**TO DO:** Nothing in the records below should be altered in the copy, although the pictures must be left out.

[[ EXTRACTED RECORDS, beginning ]]

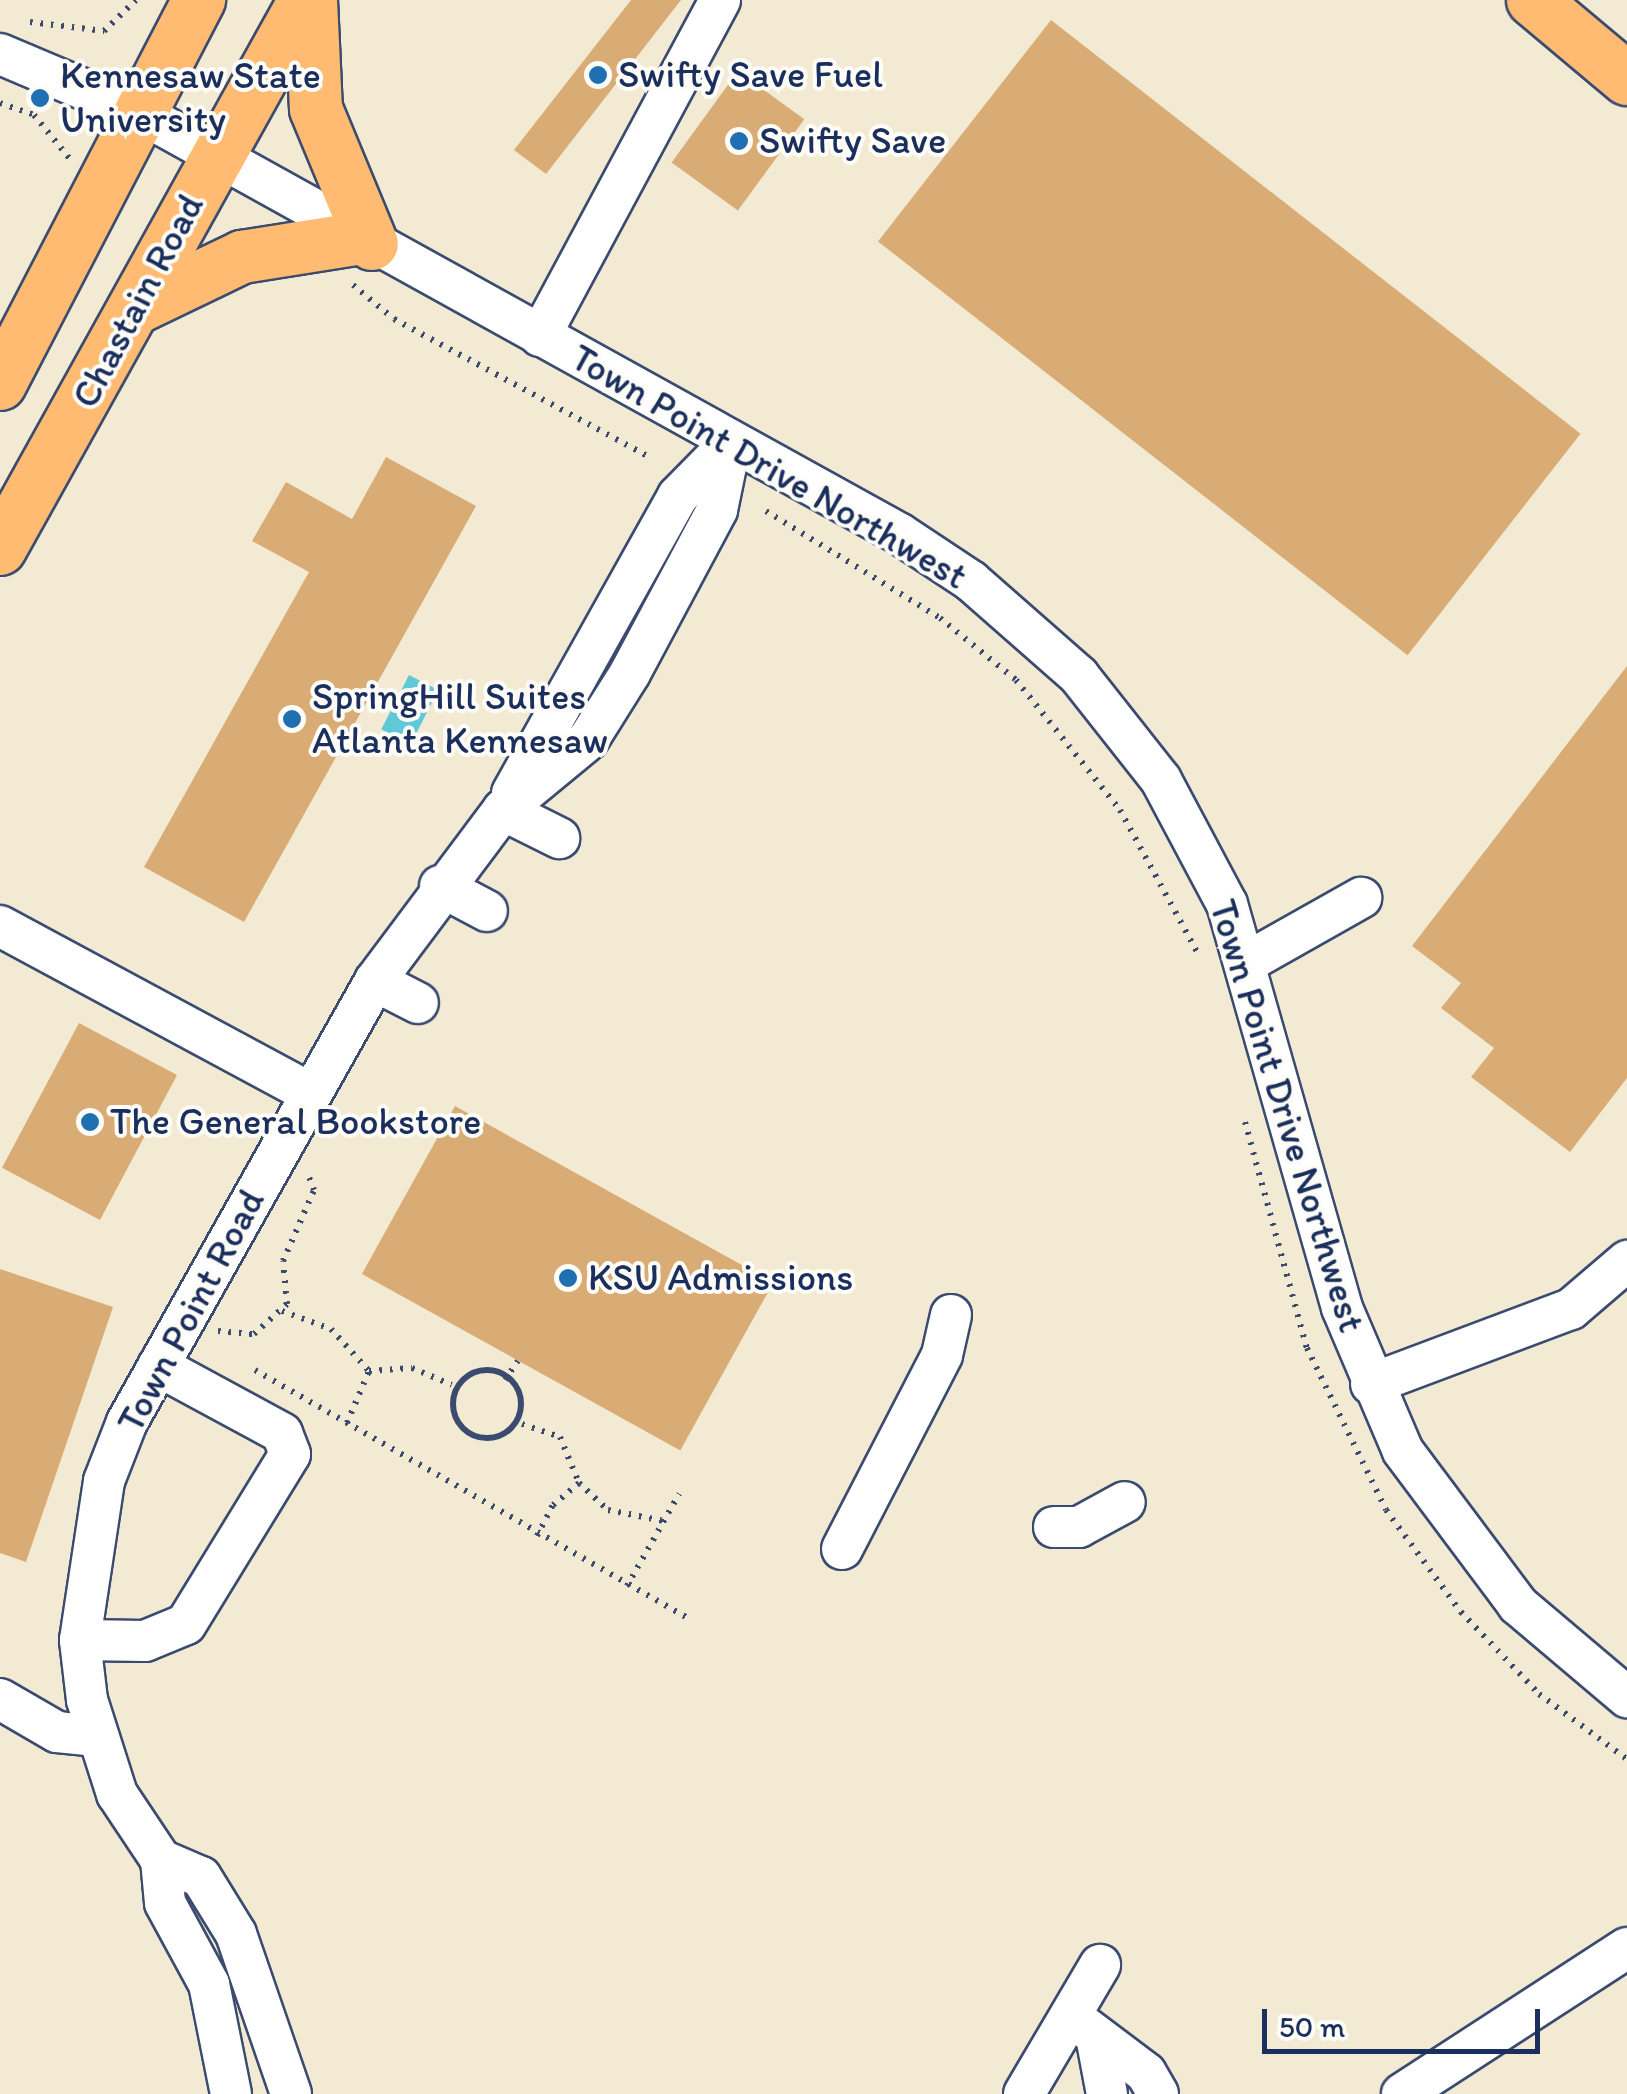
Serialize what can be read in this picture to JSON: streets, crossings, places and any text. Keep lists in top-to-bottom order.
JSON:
{
  "streets": {
    "main road": ["Chastain Road"],
    "street": ["Town Point Drive Northwest", "Town Point Road"]
  },
  "crossings": [
    ["Chastain Road", "Town Point Drive Northwest"],
    ["Town Point Drive Northwest", "Town Point Road"]
  ],
  "places": [
    "Swifty Save Fuel",
    "Kennesaw State University",
    "Swifty Save",
    "SpringHill Suites Atlanta Kennesaw",
    "The General Bookstore",
    "KSU Admissions"
  ],
  "scale_bar": "50 m"
}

[[ EXTRACTED RECORDS, end ]]

**SOLUTION TO THIS EXERCISE:**
Serialize what can be read in this picture to JSON: streets, crossings, places and any text. Keep lists in top-to-bottom order.
JSON:
{
  "streets": {
    "main road": ["Chastain Road"],
    "street": ["Town Point Drive Northwest", "Town Point Road"]
  },
  "crossings": [
    ["Chastain Road", "Town Point Drive Northwest"],
    ["Town Point Drive Northwest", "Town Point Road"]
  ],
  "places": [
    "Swifty Save Fuel",
    "Kennesaw State University",
    "Swifty Save",
    "SpringHill Suites Atlanta Kennesaw",
    "The General Bookstore",
    "KSU Admissions"
  ],
  "scale_bar": "50 m"
}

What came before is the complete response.